====== RECORDS TO USE

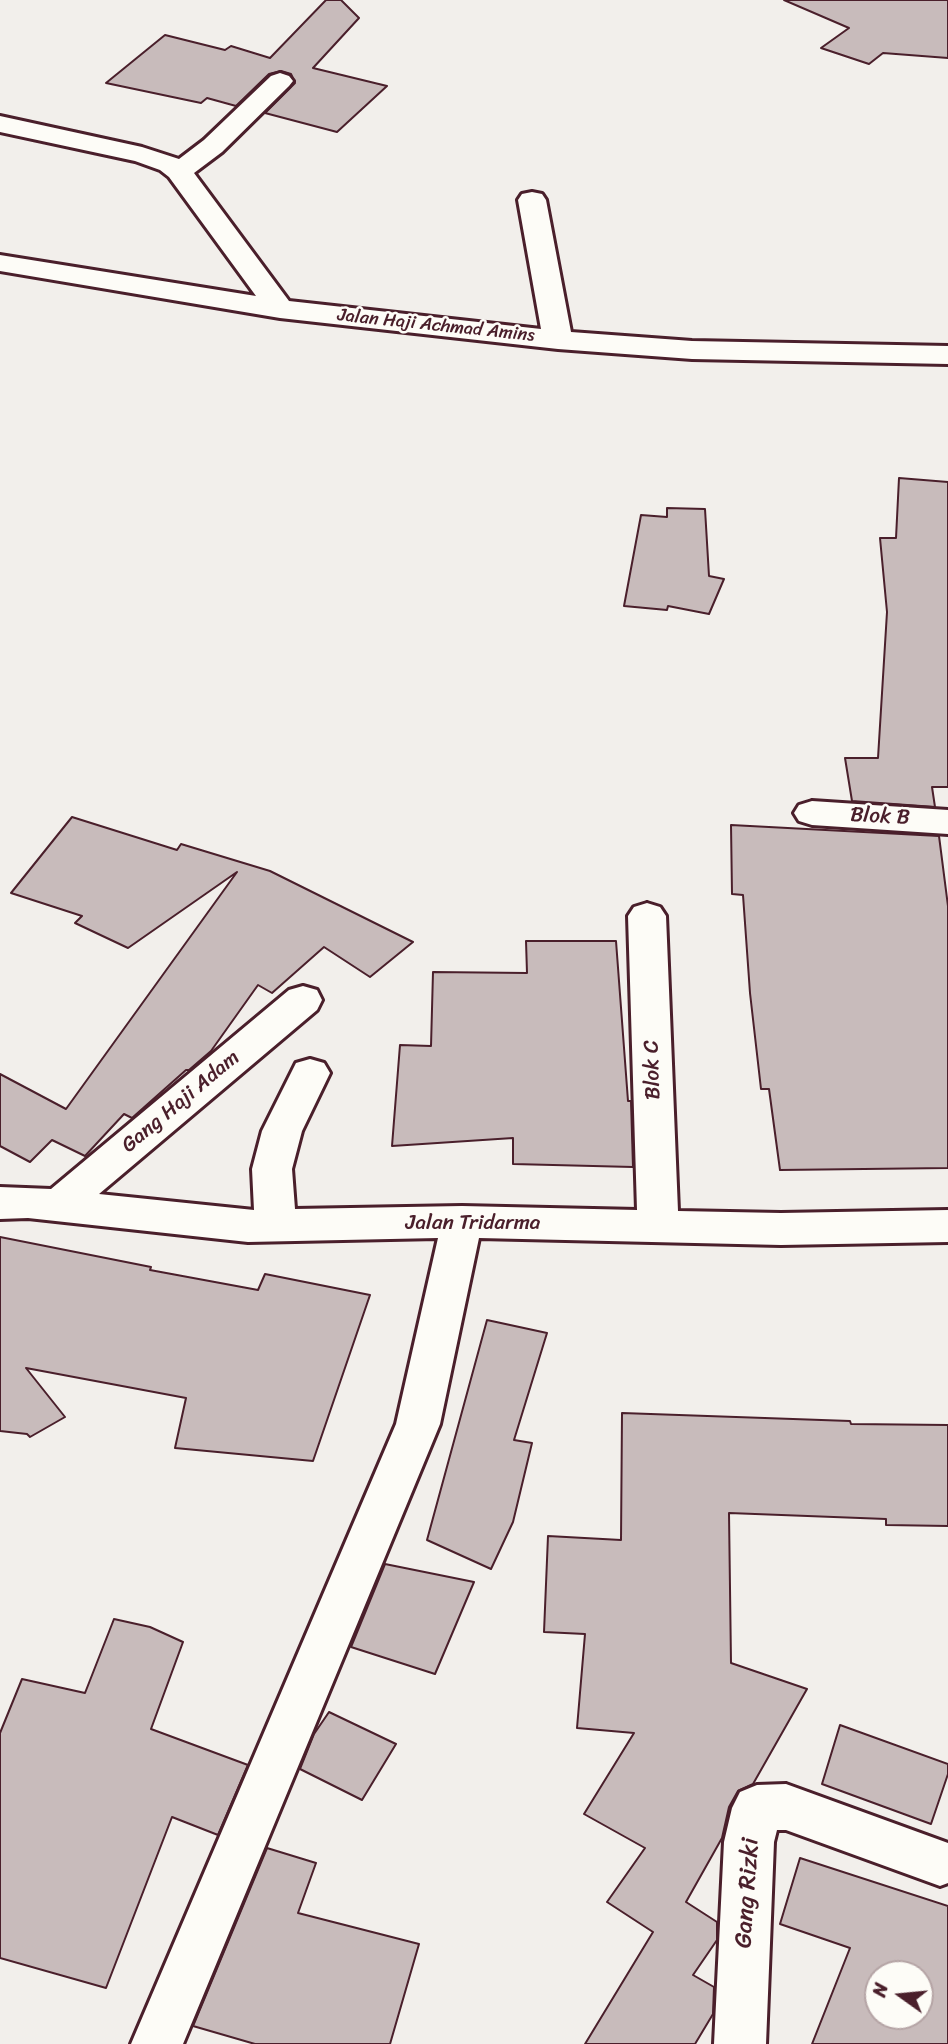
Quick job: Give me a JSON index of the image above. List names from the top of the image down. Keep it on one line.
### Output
{"streets":{"street":["Jalan Haji Achmad Amins","Blok B","Blok C","Gang Haji Adam","Jalan Tridarma","Gang Rizki"]},"crossings":[["Blok C","Jalan Tridarma"],["Gang Haji Adam","Jalan Tridarma"]],"north":"left"}
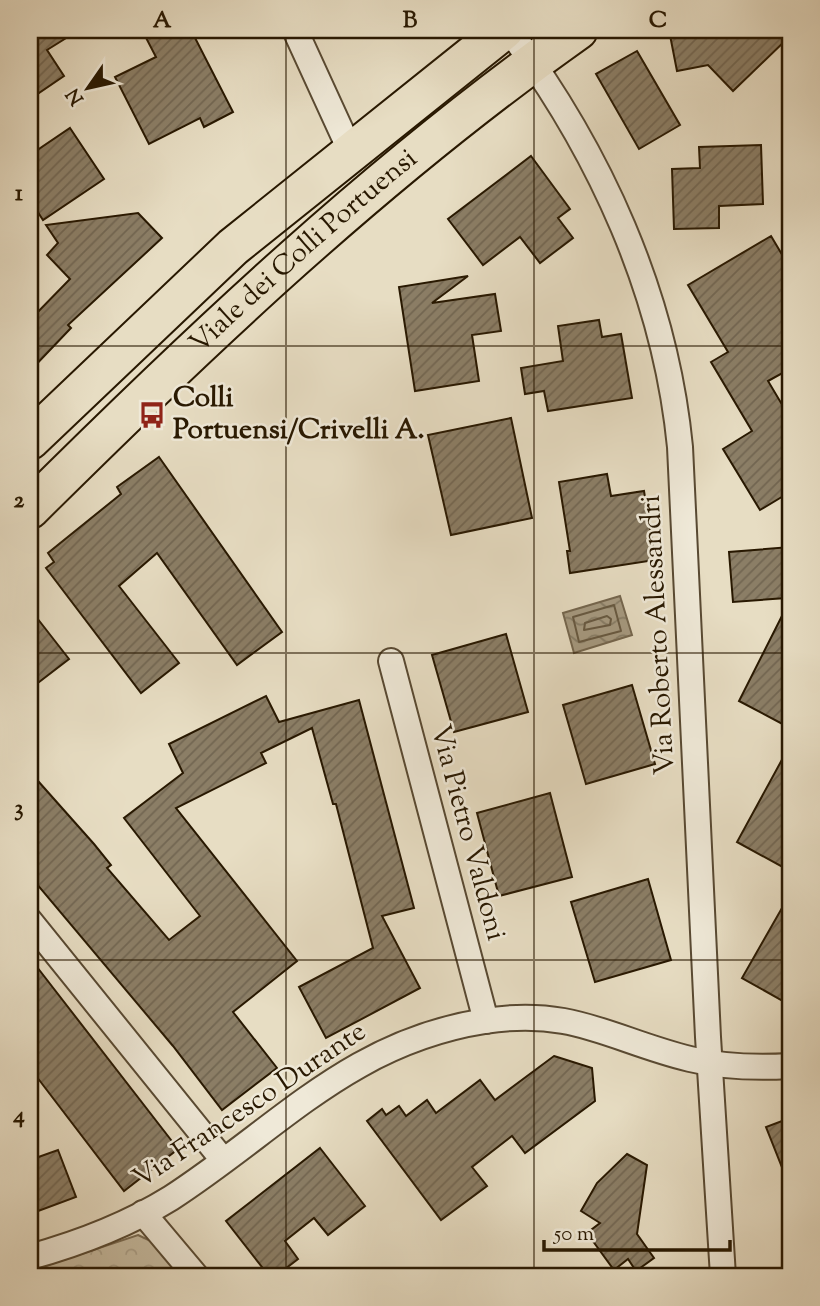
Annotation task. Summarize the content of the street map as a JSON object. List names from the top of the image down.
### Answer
{
  "streets": {
    "main road": ["Viale dei Colli Portuensi"],
    "street": ["Via Roberto Alessandri", "Via Pietro Valdoni", "Via Francesco Durante"]
  },
  "crossings": [
    ["Viale dei Colli Portuensi", "Via Roberto Alessandri"],
    ["Via Roberto Alessandri", "Via Francesco Durante"],
    ["Via Pietro Valdoni", "Via Francesco Durante"]
  ],
  "places": {
    "bus stop": ["Colli Portuensi/Crivelli A."]
  },
  "scale_bar": "50 m",
  "north": "bottom left",
  "grid": {
    "columns": ["A", "B", "C"],
    "rows": [
      "1",
      "2",
      "3",
      "4"
    ]
  }
}
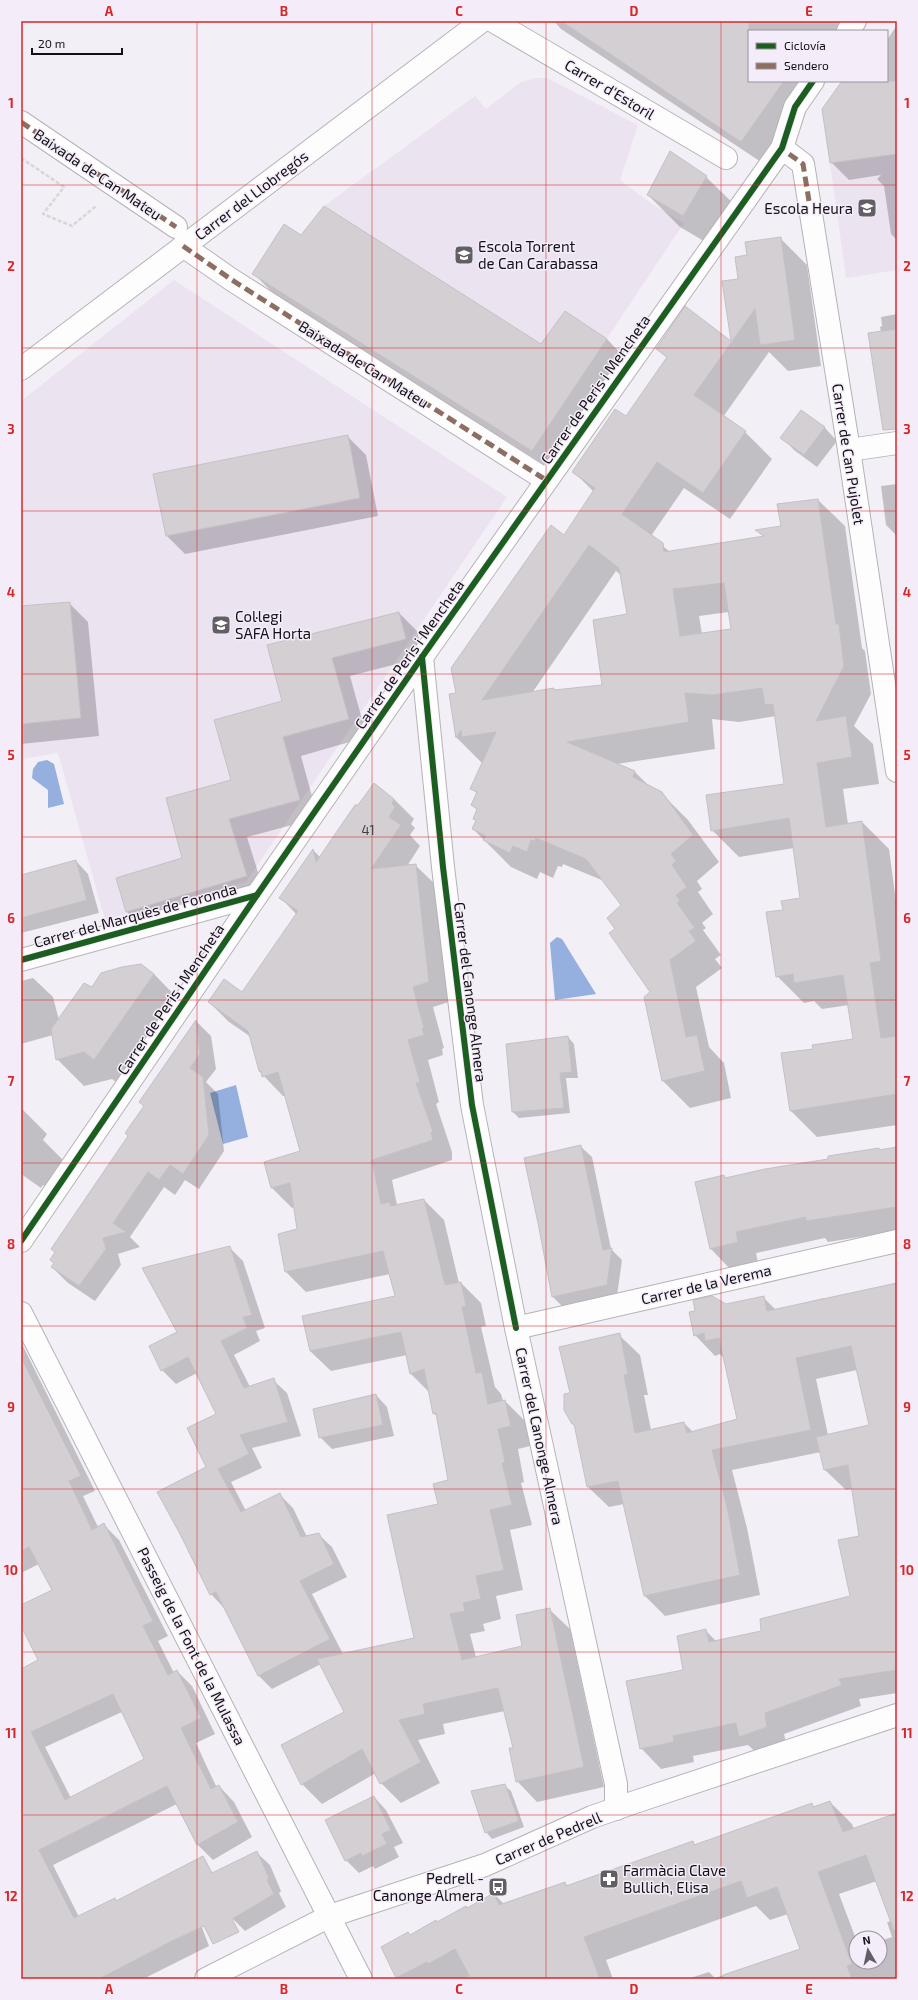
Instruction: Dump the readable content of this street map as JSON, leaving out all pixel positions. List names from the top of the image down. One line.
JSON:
{"streets":{"street":["Carrer d'Estoril","Baixada de Can Mateu","Carrer del Llobregós","Carrer de Peris i Mencheta","Carrer de Can Pujolet","Carrer del Marquès de Foronda","Carrer del Canonge Almera","Carrer de la Verema","Passeig de la Font de la Mulassa","Carrer de Pedrell"]},"crossings":[["Baixada de Can Mateu","Carrer del Llobregós"],["Baixada de Can Mateu","Carrer de Peris i Mencheta"],["Carrer de Peris i Mencheta","Carrer de Can Pujolet"],["Carrer de Peris i Mencheta","Carrer del Marquès de Foronda"],["Carrer de Peris i Mencheta","Carrer del Canonge Almera"],["Carrer del Canonge Almera","Carrer de la Verema"],["Carrer del Canonge Almera","Carrer de Pedrell"],["Passeig de la Font de la Mulassa","Carrer de Pedrell"]],"places":{"school or university":["Escola Heura","Escola Torrent de Can Carabassa","Col·legi SAFA Horta"],"pharmacy":["Farmàcia Clave Bullich, Elisa"],"bus stop":["Pedrell - Canonge Almera"]},"house_numbers":["41"],"legend":["Ciclovía","Sendero"],"scale_bar":"20 m","north":"top","grid":{"columns":["A","B","C","D","E"],"rows":["1","2","3","4","5","6","7","8","9","10","11","12"]}}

============

* PROMPT: Print exactly the lines from the first line of the records above through the line containing "Annotation task. Summarize", leaving out the pictures.

* SOLVED PROBLEM:
Quick job: Give me a JSON index of the image above. List names from the top of the image down. Keep it on one line.
### Output
{"streets":{"street":["Jalan Haji Achmad Amins","Blok B","Blok C","Gang Haji Adam","Jalan Tridarma","Gang Rizki"]},"crossings":[["Blok C","Jalan Tridarma"],["Gang Haji Adam","Jalan Tridarma"]],"north":"left"}
Annotation task. Summarize the content of the street map as a JSON object. List names from the top of the image down.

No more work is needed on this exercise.